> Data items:

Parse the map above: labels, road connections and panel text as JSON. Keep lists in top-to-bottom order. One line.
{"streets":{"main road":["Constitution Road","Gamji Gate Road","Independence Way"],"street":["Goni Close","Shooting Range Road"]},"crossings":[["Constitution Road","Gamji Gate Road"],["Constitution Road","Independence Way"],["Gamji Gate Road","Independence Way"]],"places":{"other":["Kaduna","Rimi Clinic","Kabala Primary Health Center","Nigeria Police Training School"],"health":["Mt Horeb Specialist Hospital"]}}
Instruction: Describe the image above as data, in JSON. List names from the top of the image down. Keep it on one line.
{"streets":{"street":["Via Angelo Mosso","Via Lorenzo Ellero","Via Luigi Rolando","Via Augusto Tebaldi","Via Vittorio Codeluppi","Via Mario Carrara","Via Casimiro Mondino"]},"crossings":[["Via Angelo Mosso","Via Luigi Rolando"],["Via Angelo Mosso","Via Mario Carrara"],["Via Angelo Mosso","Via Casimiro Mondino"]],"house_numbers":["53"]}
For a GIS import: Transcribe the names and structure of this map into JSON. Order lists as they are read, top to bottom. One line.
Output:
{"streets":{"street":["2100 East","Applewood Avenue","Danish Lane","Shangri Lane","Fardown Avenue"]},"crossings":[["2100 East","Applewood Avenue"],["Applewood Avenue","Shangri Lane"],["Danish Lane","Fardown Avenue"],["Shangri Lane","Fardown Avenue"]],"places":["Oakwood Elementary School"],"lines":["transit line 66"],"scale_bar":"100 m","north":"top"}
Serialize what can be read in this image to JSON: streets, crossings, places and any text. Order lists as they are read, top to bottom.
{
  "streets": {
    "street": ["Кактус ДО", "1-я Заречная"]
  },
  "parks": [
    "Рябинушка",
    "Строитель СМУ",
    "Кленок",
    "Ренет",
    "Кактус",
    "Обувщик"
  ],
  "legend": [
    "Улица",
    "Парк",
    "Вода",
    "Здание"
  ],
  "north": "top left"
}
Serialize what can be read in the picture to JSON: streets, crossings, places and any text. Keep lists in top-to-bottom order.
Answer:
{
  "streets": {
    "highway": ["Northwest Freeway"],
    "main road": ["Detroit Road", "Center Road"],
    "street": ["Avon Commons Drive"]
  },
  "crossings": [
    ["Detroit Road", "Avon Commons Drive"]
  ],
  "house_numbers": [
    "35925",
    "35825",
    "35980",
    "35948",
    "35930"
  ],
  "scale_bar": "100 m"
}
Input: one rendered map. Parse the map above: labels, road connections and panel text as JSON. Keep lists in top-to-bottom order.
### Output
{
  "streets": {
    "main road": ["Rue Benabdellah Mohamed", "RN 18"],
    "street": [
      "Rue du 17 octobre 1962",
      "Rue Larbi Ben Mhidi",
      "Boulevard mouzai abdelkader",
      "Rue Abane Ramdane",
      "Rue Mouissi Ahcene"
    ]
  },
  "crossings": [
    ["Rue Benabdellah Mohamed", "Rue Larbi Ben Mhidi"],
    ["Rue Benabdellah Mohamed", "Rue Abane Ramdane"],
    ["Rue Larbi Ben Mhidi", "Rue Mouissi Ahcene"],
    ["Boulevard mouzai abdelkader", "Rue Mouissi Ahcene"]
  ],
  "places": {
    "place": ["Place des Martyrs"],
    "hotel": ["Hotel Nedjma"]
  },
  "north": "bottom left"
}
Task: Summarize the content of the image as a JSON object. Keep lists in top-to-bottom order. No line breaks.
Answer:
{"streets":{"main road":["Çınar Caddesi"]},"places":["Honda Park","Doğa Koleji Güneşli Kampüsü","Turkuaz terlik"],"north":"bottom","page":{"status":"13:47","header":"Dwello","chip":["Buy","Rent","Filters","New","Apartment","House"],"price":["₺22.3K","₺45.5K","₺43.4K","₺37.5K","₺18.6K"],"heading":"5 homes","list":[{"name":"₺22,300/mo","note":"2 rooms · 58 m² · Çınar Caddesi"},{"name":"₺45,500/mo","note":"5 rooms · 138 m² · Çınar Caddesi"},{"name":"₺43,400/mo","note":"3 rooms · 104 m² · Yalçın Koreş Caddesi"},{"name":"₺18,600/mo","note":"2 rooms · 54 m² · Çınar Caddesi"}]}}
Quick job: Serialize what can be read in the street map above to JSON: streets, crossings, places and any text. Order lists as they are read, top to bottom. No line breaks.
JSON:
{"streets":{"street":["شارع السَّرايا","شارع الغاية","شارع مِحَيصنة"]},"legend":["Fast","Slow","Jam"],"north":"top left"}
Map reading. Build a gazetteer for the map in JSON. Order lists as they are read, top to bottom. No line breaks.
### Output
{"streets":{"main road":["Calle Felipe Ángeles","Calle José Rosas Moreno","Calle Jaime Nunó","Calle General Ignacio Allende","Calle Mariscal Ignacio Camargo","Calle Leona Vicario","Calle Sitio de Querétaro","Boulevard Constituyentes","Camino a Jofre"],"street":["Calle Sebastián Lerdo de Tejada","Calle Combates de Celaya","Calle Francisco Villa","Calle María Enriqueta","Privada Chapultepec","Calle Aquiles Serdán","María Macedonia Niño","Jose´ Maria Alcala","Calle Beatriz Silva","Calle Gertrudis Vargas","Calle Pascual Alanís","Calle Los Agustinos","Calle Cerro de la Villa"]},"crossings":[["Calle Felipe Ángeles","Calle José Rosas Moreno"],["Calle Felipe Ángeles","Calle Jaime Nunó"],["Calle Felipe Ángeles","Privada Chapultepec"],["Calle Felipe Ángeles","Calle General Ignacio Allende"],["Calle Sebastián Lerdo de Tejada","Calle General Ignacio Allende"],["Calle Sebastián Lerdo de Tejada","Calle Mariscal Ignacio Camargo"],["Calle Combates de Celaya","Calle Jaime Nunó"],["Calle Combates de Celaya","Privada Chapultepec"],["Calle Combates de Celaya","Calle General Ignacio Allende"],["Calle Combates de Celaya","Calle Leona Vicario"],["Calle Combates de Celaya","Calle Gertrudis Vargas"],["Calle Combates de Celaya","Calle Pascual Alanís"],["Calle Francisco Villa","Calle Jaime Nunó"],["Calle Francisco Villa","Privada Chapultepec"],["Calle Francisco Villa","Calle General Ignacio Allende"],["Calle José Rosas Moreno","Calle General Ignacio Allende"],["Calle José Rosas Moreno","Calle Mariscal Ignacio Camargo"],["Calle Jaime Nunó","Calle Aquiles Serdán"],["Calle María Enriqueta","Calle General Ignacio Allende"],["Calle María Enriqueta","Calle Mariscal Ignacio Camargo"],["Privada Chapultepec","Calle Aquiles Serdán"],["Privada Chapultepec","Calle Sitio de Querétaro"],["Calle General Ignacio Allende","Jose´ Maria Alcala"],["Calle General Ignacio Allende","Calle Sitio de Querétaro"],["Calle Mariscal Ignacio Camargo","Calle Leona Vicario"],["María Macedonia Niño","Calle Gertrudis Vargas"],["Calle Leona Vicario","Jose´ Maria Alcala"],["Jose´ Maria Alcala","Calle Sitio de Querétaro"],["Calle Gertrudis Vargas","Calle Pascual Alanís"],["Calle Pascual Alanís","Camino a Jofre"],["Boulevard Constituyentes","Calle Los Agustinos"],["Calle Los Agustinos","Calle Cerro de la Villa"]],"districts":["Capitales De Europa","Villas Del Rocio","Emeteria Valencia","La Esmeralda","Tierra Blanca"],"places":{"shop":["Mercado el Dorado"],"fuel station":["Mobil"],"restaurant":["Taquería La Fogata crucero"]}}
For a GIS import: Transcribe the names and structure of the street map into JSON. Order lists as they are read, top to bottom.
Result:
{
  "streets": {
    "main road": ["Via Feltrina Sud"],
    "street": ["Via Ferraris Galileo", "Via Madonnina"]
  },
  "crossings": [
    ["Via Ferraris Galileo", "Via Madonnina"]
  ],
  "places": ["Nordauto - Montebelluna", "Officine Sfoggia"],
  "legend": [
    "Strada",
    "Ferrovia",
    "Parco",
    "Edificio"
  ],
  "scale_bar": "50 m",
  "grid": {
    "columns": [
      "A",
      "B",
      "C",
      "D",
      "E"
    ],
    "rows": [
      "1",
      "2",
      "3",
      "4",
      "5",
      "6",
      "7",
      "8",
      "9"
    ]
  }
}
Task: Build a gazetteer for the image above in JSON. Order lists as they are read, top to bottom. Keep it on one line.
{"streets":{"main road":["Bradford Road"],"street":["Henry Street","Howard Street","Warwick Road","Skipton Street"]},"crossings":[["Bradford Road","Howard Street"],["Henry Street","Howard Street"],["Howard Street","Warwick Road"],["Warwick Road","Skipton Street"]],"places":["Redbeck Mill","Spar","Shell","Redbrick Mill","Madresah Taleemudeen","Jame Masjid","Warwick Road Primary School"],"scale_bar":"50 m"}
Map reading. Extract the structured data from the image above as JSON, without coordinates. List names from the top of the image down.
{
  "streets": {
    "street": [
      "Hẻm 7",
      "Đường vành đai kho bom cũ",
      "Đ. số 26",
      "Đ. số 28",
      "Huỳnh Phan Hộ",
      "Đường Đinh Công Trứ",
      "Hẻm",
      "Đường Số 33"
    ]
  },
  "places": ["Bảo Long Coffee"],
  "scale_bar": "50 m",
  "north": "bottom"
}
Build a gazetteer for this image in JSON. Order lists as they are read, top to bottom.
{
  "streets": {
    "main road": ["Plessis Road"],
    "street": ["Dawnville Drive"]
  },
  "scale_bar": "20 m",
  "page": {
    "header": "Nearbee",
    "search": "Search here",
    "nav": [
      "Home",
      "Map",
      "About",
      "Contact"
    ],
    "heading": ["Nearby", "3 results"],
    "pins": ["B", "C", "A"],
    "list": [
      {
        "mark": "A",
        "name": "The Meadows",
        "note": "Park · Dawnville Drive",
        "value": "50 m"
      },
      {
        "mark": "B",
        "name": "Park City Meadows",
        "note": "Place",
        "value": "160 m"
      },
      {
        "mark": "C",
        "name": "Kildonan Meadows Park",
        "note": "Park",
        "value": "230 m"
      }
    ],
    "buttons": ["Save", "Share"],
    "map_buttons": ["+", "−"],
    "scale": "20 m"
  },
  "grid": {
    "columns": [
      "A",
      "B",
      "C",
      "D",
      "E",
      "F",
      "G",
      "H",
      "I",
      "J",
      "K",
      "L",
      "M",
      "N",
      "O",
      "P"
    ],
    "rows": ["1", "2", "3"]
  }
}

> YOUR GOAL:
Pull every line with the string "Transcribe" from the data above.

> RESPONSE TO THIS EXERCISE:
For a GIS import: Transcribe the names and structure of this map into JSON. Order lists as they are read, top to bottom. One line.
For a GIS import: Transcribe the names and structure of the street map into JSON. Order lists as they are read, top to bottom.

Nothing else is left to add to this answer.